Nous assistons à l’agonie de Mrs Silbey Sweetland (Mollie Ellis). Le veuf se met en vite en quête de se remarier, tandis que son homme de main Churdle se moque de lui dans son dos, en se confiant à la bonne, Araminta Dench, que sur son lit de mort, la disparue avait appelé « Minta ». C'est d'ailleurs ainsi que tout le monde l'appelle pendant le film. Le fermier Sweetland va peut-être chercher bien loin ce qu’il a à portée de main (sa bonne). Le comédien prend des poses qui montrent la tristesse de son personnage. Il est certain que, peu gâté par la nature, Hitchcock a du beaucoup se reconnaître dans le personnage de la pièce et le faire sien. Hitch réussit des trucages en montrant par transparence une table vide, et suivant la pensée mélancolique de Steewtland comment elle était avant. La bonne conseille quatre prétendantes à son patron : Thirza Tapper (Maud Gill), Louisa Windeat (Louie Pounds), Mary Hearn (Olga Slade), Mercy Bassett (Ruth Maitland). Parti à cheval dans son plus beau costume, il prétend vouloir participer à une chasse au renard.
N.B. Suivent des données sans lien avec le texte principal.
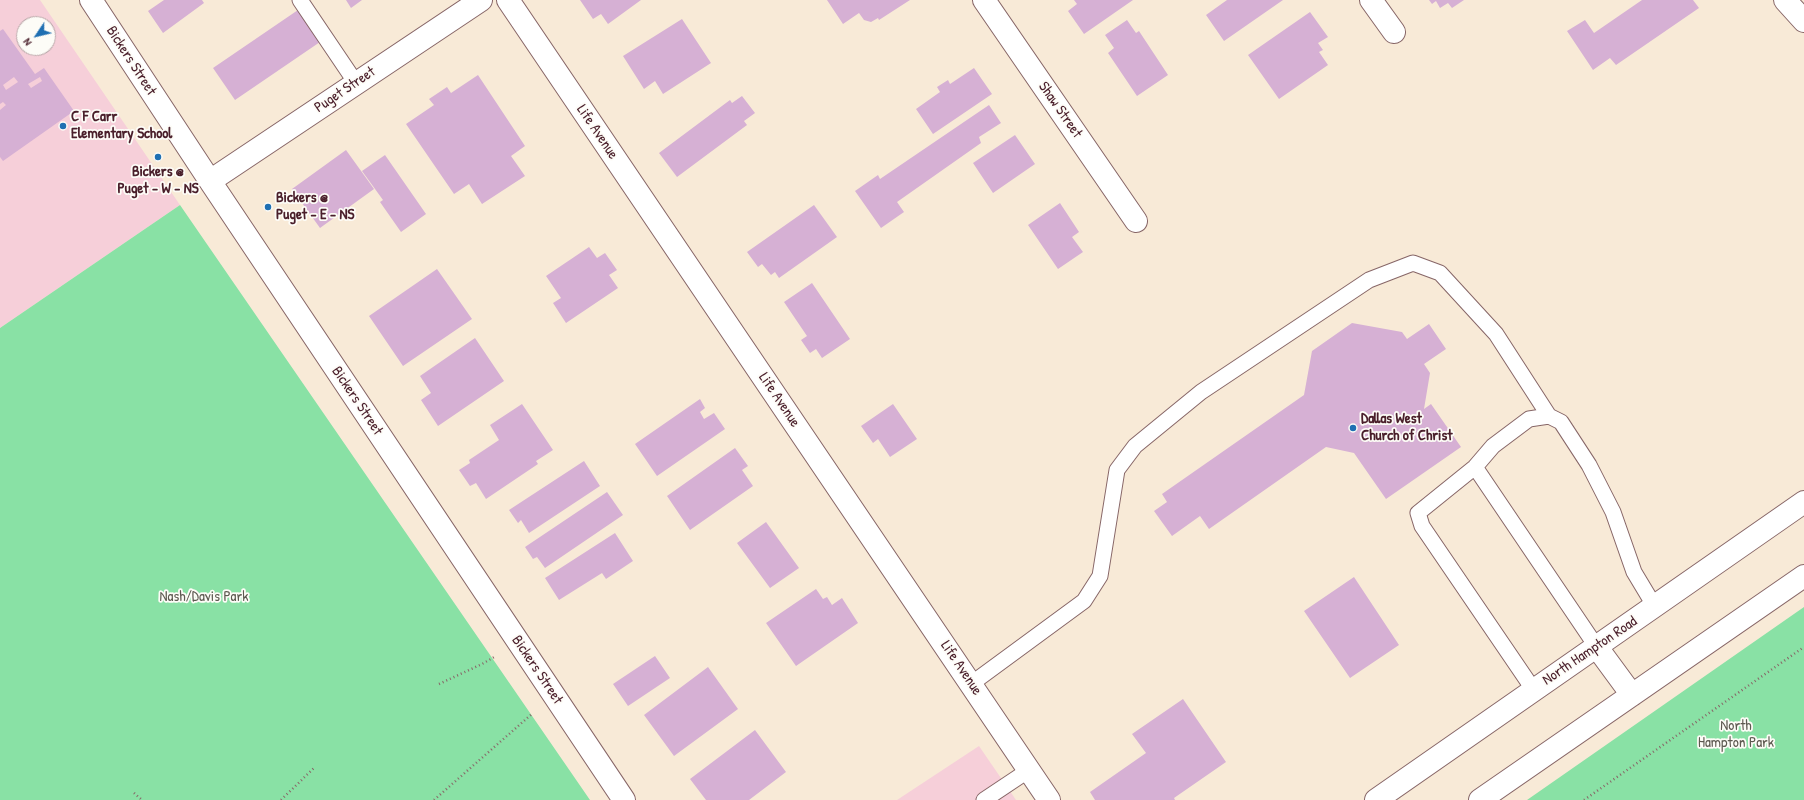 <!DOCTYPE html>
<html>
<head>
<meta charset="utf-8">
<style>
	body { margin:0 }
	#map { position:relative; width:1804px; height:800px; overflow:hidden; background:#f8ead7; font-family:"Patrick Hand",sans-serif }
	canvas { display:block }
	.north { position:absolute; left:16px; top:16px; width:40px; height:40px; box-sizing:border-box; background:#fdfcf7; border:1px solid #b5a4a5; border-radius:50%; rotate:235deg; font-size:11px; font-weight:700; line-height:16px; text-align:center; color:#4a1f2b }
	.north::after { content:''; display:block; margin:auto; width:14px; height:18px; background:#1f6fb2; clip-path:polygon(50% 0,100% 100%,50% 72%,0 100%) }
</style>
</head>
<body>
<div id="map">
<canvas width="1804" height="800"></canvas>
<div class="north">N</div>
</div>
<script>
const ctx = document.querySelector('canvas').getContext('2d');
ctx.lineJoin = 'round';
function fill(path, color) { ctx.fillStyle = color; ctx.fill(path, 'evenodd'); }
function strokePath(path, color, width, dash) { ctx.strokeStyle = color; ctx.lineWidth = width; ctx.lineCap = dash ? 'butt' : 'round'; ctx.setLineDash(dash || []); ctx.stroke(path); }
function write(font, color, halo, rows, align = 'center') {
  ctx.font = font + ' "Patrick Hand",sans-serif'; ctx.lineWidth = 3.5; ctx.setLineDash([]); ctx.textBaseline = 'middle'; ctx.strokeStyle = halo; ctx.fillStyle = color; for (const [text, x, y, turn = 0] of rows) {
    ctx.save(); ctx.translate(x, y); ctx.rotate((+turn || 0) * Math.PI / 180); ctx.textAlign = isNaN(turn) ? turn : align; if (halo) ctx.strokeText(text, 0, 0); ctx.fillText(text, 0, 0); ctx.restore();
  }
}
const built = new Path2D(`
	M0,0H40L180,205L0,328ZM24,24H48V48H24Z
	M979,746L1016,800H897Z`);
const green = new Path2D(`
	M180,205L590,800H0V328Z
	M1804,607V800H1527Z`);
const building = new Path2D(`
	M164,0H202L204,3L163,33L148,11Z
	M346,0H362L351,8Z
	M580,0H641L608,24L601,14L593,19Z
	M827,0H910L879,20L878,18L871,22L864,20L859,13L843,24Z
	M1074,0H1133L1084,34L1068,11L1077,4Z
	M1227,0H1283L1224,41L1206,15Z
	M1429,0H1464L1452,8L1448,3L1440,8L1436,1L1432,4Z
	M1642,0H1693L1699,8L1616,65L1610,58L1593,70L1567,31L1585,20L1594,33Z
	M298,10L320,42L235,100L213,68Z
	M1310,12L1328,37L1318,43L1323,50L1319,52L1328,65L1279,99L1248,55Z
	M682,19L711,63L663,94L655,81L644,89L623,56Z
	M1127,20L1136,33L1139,31L1168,75L1137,96L1108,53L1114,48L1105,35Z
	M3,29L35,74L44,68L74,111L3,161L0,157V110L6,105L3,102L0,104V31ZM14,77L18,82L6,90L3,85ZM40,77L42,81L31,88L28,84Z
	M974,68L992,94L933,134L916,109L940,92L937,87L948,80L950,84Z
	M478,75L525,146L511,156L525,176L482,204L469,184L454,194L406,124L434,105L429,99L447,87L451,93Z
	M742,96L755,113L744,121L747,125L677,177L659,153L730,100L732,103Z
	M989,105L1001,123L979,137L981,143L897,202L904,212L881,228L855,191L878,175L880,179Z
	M1015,135L1035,164L993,193L973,163Z
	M346,150L374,189L320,228L292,189Z
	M385,155L426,214L401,232L380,202L383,200L362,171Z
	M1060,203L1079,232L1072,237L1083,252L1058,269L1028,225Z
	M814,205L837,237L779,278L775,272L771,275L762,264L758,267L747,252Z
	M589,247L597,258L605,253L617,270L609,275L618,288L566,323L553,303L561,298L546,276Z
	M437,269L472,319L403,366L369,316Z
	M812,283L850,339L822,358L816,349L810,353L801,340L807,336L784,302Z
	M1352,323L1402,332L1407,339L1429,324L1446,349L1424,364L1430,373L1424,409L1431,404L1461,447L1386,499L1354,453L1326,447L1209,529L1200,516L1172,536L1154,511L1167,502L1162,494L1304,395L1312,351Z
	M475,338L504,381L438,426L421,400L431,393L420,376Z
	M700,399L705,408L700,412L704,419L714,413L725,429L657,476L635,444Z
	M522,404L553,450L536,461L538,464L486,499L476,483L470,486L459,470L470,463L469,460L499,440L490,425Z
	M893,404L917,439L890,457L878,439L873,443L861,426Z
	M735,448L748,466L742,470L753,486L690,530L667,496Z
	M584,461L600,486L529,533L521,520L518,523L509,510Z
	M607,492L623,515L545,568L537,557L533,559L525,547Z
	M766,522L799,568L770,588L737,543Z
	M615,533L633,561L606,579L602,573L559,600L545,578Z
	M1354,577L1399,645L1350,678L1304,611Z
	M816,589L823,599L827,597L832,605L842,598L858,623L796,666L766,623Z
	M655,656L670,678L628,706L613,684Z
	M708,667L738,709L674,756L644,715Z
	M1183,699L1226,762L1174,798L1175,800H1095L1090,792L1146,753L1132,734Z
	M755,730L786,772L749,800H706L690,779Z`);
const path = new Path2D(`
	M439,684L482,664L496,656
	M134,793L142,800
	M281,800L315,767
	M434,800L533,713
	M1584,800L1804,647`);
const service = new Path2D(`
	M300,0L356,83
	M1475,467L1596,646
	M971,684L1084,601L1100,576L1117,470L1135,446L1201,392L1369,280L1413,263L1440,273L1496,334L1549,416
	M1533,689L1422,526L1418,513L1475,467L1493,446L1529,419L1549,416L1561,422L1589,465L1613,512L1634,572L1655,607
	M984,800L1029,770`);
const minor = new Path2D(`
	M91,0L210,181L624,800
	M508,0L1049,800
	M984,0L1136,221
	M1371,0L1394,32
	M1785,0L1804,21
	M210,181L481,0`);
const secondary = new Path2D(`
	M1596,646L1632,695
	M1376,800L1804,502
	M1480,800L1804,576`);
const markers = [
	[63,126,4,"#1f6fb2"],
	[158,157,4,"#1f6fb2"],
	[268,207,4,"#1f6fb2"],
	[1353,428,4,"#1f6fb2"]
];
const streetNames = [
	["Bickers Street",131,61,57],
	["Puget Street",345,90,-34],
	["Shaw Street",1060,110,55],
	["Life Avenue",597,132,56],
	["Life Avenue",779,400,56],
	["Bickers Street",357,401,56],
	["North Hampton Road",1590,651,-34],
	["Life Avenue",961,668,56],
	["Bickers Street",537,670,56]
];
const poiNames = [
	["C F Carr",71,117],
	["Elementary School",71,134],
	["Bickers @",158,172,"center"],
	["Puget - W - NS",158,189,"center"],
	["Bickers @",276,198],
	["Puget - E - NS",276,215],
	["Dallas West",1361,419],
	["Church of Christ",1361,436]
];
const parkNames = [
	["Nash/Davis Park",204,597],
	["North",1736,726],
	["Hampton Park",1736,743]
];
fill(built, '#f6cfd9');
fill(green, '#89e1a5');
fill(building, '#d6b0d4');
strokePath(service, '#876667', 17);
strokePath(minor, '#876667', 24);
strokePath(secondary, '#876667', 24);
strokePath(path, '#876667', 2.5, [1, 3]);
strokePath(service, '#fff', 15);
strokePath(minor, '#fff', 22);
strokePath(secondary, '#fff', 22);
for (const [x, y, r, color] of markers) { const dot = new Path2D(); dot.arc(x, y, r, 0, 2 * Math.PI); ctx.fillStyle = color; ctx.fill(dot); strokePath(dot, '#fdfcf7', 1.5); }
write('15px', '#4a1f2b', '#fdfcf7', streetNames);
write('bold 15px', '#4a1f2b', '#fdfcf7', poiNames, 'left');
write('15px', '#5d5950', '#fdfcf7', parkNames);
</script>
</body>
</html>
Il se rend chez Louisa, mais la femme le nargue et rit de lui en disant qu’elle est bien trop indépendante pour être son genre de femme. Furieux, il claque la porte, s’en prend aux deux lads, et rebrousse chemin. Vient le tour de Thirza. Elle le fait attendre des heures quand il arrive chez elle car elle n’est pas habillée. Franchement laide et faisant plus vieille que Sweetland, elle s’évanouit quand il la demande en mariage. Loin d’être flattée, elle repousse l’homme. C’est à cette occasion que nous apprenons le prénom du fermier, Samuel. Deux noms de barrés sur la liste. Invité à une « party », Samuel Sweetland retrouve Thirza la mijorée et Louisa l’indépendante. Mais aussi la grosse Mary Hearn, qui ne pense qu’à manger. Lorsqu’il lui fit sa demande, elle lui rit au nez « A votre âge » ? Oubliant la liste de quatre noms, Sweetland fait sa demande à sa bonne qui l’accepte.